◆ **EXERCISE DIRECTIONS**:
Your job is to copy every record exactly.
********************
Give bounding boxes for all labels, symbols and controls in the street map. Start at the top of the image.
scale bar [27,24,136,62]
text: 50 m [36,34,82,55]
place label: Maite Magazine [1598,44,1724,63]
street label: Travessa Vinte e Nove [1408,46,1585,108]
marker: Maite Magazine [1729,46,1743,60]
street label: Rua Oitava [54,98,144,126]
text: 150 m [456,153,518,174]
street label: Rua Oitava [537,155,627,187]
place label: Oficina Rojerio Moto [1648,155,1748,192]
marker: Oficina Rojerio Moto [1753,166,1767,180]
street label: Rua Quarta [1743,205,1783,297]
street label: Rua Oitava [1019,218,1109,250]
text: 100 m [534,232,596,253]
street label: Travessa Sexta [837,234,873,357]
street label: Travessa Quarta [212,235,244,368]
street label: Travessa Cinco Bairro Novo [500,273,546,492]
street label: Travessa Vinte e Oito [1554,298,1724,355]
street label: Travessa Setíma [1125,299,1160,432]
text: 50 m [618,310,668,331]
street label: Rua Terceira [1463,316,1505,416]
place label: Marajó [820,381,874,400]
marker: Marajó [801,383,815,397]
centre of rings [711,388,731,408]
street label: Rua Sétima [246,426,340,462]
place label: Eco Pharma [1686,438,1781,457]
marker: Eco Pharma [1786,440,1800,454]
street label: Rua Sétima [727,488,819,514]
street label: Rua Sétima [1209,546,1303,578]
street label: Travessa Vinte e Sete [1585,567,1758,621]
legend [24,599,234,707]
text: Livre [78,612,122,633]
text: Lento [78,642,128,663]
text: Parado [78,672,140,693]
********************
◆ **ANSWER SPACE**:
Give bounding boxes for all labels, symbols and controls in the street map. Start at the top of the image.
scale bar [27,24,136,62]
text: 50 m [36,34,82,55]
place label: Maite Magazine [1598,44,1724,63]
street label: Travessa Vinte e Nove [1408,46,1585,108]
marker: Maite Magazine [1729,46,1743,60]
street label: Rua Oitava [54,98,144,126]
text: 150 m [456,153,518,174]
street label: Rua Oitava [537,155,627,187]
place label: Oficina Rojerio Moto [1648,155,1748,192]
marker: Oficina Rojerio Moto [1753,166,1767,180]
street label: Rua Quarta [1743,205,1783,297]
street label: Rua Oitava [1019,218,1109,250]
text: 100 m [534,232,596,253]
street label: Travessa Sexta [837,234,873,357]
street label: Travessa Quarta [212,235,244,368]
street label: Travessa Cinco Bairro Novo [500,273,546,492]
street label: Travessa Vinte e Oito [1554,298,1724,355]
street label: Travessa Setíma [1125,299,1160,432]
text: 50 m [618,310,668,331]
street label: Rua Terceira [1463,316,1505,416]
place label: Marajó [820,381,874,400]
marker: Marajó [801,383,815,397]
centre of rings [711,388,731,408]
street label: Rua Sétima [246,426,340,462]
place label: Eco Pharma [1686,438,1781,457]
marker: Eco Pharma [1786,440,1800,454]
street label: Rua Sétima [727,488,819,514]
street label: Rua Sétima [1209,546,1303,578]
street label: Travessa Vinte e Sete [1585,567,1758,621]
legend [24,599,234,707]
text: Livre [78,612,122,633]
text: Lento [78,642,128,663]
text: Parado [78,672,140,693]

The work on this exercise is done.